* What you have to do
Only the lines from the start of the data through the one containing "filter:drop-shadow(0 0 2px" belong in your answer; return them exactly.
____ The records
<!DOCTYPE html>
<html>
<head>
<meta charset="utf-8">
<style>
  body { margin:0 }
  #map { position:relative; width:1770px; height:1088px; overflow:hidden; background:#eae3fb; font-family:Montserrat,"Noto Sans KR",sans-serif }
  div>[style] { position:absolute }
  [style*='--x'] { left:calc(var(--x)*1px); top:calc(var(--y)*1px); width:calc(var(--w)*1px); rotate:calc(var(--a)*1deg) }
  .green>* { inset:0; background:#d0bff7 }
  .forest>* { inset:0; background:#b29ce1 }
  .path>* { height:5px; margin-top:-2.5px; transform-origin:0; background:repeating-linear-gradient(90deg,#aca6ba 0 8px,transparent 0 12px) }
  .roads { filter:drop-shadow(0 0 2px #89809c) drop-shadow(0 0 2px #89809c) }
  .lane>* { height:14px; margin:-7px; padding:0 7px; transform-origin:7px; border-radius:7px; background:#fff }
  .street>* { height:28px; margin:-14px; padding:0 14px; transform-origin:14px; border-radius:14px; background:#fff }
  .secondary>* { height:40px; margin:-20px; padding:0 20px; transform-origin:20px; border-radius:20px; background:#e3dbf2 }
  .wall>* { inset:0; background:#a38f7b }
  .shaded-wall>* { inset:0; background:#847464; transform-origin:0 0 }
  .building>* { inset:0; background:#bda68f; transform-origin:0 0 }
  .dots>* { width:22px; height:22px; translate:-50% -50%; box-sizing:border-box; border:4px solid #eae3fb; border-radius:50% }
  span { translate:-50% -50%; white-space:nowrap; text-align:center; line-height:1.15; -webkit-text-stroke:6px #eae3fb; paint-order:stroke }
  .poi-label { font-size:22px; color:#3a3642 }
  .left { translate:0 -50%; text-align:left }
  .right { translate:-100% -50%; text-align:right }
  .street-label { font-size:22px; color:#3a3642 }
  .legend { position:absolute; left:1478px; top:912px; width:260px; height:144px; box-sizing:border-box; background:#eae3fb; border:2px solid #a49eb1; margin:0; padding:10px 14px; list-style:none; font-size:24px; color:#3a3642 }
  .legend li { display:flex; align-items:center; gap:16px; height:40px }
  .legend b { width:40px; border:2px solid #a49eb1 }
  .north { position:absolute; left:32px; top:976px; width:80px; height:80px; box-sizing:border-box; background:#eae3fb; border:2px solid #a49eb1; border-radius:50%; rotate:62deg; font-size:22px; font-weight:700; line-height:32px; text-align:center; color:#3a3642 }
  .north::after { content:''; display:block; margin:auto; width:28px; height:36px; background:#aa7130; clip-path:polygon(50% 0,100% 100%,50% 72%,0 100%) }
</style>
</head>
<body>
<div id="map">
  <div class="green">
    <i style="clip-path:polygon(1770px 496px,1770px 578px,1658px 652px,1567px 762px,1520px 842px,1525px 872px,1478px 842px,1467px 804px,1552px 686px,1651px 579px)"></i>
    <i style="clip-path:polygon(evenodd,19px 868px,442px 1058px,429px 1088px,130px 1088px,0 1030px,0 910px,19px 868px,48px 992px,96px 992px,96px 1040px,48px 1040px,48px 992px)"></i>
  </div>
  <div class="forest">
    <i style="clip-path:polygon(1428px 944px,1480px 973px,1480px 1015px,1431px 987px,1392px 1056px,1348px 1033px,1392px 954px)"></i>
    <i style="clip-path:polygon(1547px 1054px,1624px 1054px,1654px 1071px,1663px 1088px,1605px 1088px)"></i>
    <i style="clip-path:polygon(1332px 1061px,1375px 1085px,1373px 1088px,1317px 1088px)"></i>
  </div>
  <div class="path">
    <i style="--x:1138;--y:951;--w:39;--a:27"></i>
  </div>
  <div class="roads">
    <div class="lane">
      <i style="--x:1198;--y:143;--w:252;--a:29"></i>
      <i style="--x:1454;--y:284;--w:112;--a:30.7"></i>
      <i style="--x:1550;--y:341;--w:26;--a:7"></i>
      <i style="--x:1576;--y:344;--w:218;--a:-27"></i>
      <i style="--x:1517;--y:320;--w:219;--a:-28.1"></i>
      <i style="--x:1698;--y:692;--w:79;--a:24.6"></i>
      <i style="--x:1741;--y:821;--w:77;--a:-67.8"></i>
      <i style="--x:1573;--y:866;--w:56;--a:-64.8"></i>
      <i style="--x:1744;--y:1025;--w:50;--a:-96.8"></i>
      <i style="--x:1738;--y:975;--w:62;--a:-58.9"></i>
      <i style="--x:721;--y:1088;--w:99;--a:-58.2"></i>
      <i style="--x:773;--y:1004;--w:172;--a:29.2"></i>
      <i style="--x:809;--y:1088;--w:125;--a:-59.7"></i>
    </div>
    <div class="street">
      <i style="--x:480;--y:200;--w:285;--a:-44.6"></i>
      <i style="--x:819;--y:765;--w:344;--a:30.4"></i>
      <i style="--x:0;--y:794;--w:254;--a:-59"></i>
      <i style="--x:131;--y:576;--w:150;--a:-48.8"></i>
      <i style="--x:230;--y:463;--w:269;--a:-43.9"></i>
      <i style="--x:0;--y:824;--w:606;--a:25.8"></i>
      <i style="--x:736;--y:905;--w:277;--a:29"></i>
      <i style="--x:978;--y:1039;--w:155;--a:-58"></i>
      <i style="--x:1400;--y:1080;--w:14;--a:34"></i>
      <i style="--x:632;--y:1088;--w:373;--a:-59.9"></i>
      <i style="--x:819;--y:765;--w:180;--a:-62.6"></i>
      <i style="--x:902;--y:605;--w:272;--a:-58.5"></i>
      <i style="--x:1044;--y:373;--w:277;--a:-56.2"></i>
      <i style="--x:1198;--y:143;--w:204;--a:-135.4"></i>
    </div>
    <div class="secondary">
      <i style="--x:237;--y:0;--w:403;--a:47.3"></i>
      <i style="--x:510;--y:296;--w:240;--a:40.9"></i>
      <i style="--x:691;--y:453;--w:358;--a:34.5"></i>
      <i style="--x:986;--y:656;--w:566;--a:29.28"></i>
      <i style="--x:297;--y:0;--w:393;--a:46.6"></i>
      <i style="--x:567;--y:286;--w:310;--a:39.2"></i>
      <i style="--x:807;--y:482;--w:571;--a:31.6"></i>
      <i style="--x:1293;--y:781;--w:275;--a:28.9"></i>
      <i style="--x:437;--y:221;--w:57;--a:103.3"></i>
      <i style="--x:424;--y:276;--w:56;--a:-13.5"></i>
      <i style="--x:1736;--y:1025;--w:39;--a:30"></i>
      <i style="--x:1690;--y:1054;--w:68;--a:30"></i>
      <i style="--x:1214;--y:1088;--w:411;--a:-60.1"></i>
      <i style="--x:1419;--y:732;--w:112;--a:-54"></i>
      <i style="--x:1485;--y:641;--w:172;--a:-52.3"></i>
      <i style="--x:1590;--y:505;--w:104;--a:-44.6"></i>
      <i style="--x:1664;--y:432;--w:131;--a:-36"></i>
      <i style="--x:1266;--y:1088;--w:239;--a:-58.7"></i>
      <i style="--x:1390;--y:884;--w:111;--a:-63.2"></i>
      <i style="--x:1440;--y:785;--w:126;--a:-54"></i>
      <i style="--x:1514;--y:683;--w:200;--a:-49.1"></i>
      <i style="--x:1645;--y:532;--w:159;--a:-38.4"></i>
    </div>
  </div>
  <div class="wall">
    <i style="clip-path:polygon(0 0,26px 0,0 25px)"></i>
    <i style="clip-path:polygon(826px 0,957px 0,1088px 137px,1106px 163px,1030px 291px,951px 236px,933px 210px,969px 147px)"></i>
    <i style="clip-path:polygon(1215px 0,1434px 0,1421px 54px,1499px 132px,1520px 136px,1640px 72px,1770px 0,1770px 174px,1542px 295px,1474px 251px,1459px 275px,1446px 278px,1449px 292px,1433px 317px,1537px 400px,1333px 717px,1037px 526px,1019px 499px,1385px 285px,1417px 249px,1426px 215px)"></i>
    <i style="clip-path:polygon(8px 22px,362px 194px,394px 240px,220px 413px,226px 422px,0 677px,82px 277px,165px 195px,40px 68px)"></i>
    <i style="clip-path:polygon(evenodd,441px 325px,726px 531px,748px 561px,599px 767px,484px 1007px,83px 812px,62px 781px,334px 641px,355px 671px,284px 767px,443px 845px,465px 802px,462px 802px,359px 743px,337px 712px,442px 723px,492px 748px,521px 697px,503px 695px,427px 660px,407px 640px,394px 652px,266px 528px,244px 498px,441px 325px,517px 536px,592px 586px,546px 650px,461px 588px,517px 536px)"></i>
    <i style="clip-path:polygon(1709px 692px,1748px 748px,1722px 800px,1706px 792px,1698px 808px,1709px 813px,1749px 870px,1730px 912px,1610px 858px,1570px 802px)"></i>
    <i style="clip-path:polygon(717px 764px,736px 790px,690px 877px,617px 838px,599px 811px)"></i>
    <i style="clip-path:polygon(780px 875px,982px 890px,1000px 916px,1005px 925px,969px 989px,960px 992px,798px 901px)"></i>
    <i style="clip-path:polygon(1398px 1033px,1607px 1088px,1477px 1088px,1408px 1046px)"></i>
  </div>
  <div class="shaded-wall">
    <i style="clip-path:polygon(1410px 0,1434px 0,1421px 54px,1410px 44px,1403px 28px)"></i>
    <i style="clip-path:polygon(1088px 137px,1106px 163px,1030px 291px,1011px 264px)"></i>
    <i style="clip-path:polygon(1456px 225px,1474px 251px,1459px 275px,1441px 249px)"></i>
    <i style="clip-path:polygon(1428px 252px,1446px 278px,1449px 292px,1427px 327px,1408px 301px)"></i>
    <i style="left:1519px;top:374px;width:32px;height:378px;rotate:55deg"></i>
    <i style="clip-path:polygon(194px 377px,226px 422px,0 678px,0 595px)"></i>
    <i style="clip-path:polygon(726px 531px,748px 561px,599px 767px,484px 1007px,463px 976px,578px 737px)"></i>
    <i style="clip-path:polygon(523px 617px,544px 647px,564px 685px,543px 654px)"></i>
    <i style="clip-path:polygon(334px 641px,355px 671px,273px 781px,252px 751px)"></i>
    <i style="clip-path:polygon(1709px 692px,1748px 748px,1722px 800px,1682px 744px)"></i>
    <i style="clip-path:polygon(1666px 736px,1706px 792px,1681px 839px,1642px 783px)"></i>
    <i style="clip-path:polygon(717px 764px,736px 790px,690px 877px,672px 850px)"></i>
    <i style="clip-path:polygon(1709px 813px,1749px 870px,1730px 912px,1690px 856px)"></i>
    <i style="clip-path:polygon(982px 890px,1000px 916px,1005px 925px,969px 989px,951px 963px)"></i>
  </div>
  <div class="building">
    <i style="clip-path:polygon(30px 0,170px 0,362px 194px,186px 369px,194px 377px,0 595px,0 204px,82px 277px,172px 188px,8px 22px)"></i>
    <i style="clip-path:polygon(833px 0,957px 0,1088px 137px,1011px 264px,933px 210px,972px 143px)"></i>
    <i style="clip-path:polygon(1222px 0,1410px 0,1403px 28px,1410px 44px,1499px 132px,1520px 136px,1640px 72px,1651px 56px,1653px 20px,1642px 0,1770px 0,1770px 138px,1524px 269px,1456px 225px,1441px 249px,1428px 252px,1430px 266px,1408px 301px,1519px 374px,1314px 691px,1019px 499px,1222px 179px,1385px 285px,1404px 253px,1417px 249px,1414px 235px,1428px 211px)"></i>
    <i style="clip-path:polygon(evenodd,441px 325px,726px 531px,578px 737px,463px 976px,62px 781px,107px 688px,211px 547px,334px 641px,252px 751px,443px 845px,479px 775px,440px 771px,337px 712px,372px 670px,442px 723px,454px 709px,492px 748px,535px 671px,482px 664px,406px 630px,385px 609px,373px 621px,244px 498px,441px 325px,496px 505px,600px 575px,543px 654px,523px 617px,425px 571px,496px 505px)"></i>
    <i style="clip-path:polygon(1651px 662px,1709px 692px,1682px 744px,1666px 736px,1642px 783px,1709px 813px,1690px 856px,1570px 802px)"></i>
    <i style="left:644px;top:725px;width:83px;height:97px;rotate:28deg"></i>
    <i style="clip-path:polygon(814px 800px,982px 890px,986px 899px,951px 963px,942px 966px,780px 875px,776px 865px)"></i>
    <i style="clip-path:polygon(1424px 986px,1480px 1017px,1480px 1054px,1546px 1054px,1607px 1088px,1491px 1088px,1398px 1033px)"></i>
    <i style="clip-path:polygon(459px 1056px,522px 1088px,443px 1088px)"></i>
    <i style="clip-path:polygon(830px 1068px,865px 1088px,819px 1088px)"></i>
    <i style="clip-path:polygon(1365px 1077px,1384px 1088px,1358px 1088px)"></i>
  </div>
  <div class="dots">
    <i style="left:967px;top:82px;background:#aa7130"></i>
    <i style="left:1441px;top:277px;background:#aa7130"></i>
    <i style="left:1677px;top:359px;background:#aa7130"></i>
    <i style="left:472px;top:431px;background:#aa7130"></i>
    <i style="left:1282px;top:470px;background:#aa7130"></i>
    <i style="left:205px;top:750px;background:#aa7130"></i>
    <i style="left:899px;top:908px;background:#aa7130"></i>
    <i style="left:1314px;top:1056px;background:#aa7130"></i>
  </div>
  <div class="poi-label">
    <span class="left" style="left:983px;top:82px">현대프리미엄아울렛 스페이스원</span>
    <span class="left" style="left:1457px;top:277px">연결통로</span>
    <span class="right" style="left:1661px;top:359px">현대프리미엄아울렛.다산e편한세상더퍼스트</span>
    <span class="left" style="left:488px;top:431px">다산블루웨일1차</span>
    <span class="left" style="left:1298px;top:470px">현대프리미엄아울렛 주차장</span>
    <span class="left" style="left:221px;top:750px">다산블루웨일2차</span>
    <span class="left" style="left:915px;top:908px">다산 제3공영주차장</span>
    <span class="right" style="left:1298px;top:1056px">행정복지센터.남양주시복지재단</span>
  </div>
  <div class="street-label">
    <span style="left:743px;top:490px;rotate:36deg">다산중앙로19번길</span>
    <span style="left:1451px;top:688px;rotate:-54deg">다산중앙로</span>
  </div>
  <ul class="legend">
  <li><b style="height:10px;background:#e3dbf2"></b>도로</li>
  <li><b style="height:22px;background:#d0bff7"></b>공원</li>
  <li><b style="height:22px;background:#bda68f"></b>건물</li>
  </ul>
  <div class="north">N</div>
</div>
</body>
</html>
________
* Exercise response
<!DOCTYPE html>
<html>
<head>
<meta charset="utf-8">
<style>
  body { margin:0 }
  #map { position:relative; width:1770px; height:1088px; overflow:hidden; background:#eae3fb; font-family:Montserrat,"Noto Sans KR",sans-serif }
  div>[style] { position:absolute }
  [style*='--x'] { left:calc(var(--x)*1px); top:calc(var(--y)*1px); width:calc(var(--w)*1px); rotate:calc(var(--a)*1deg) }
  .green>* { inset:0; background:#d0bff7 }
  .forest>* { inset:0; background:#b29ce1 }
  .path>* { height:5px; margin-top:-2.5px; transform-origin:0; background:repeating-linear-gradient(90deg,#aca6ba 0 8px,transparent 0 12px) }
  .roads { filter:drop-shadow(0 0 2px #89809c) drop-shadow(0 0 2px #89809c) }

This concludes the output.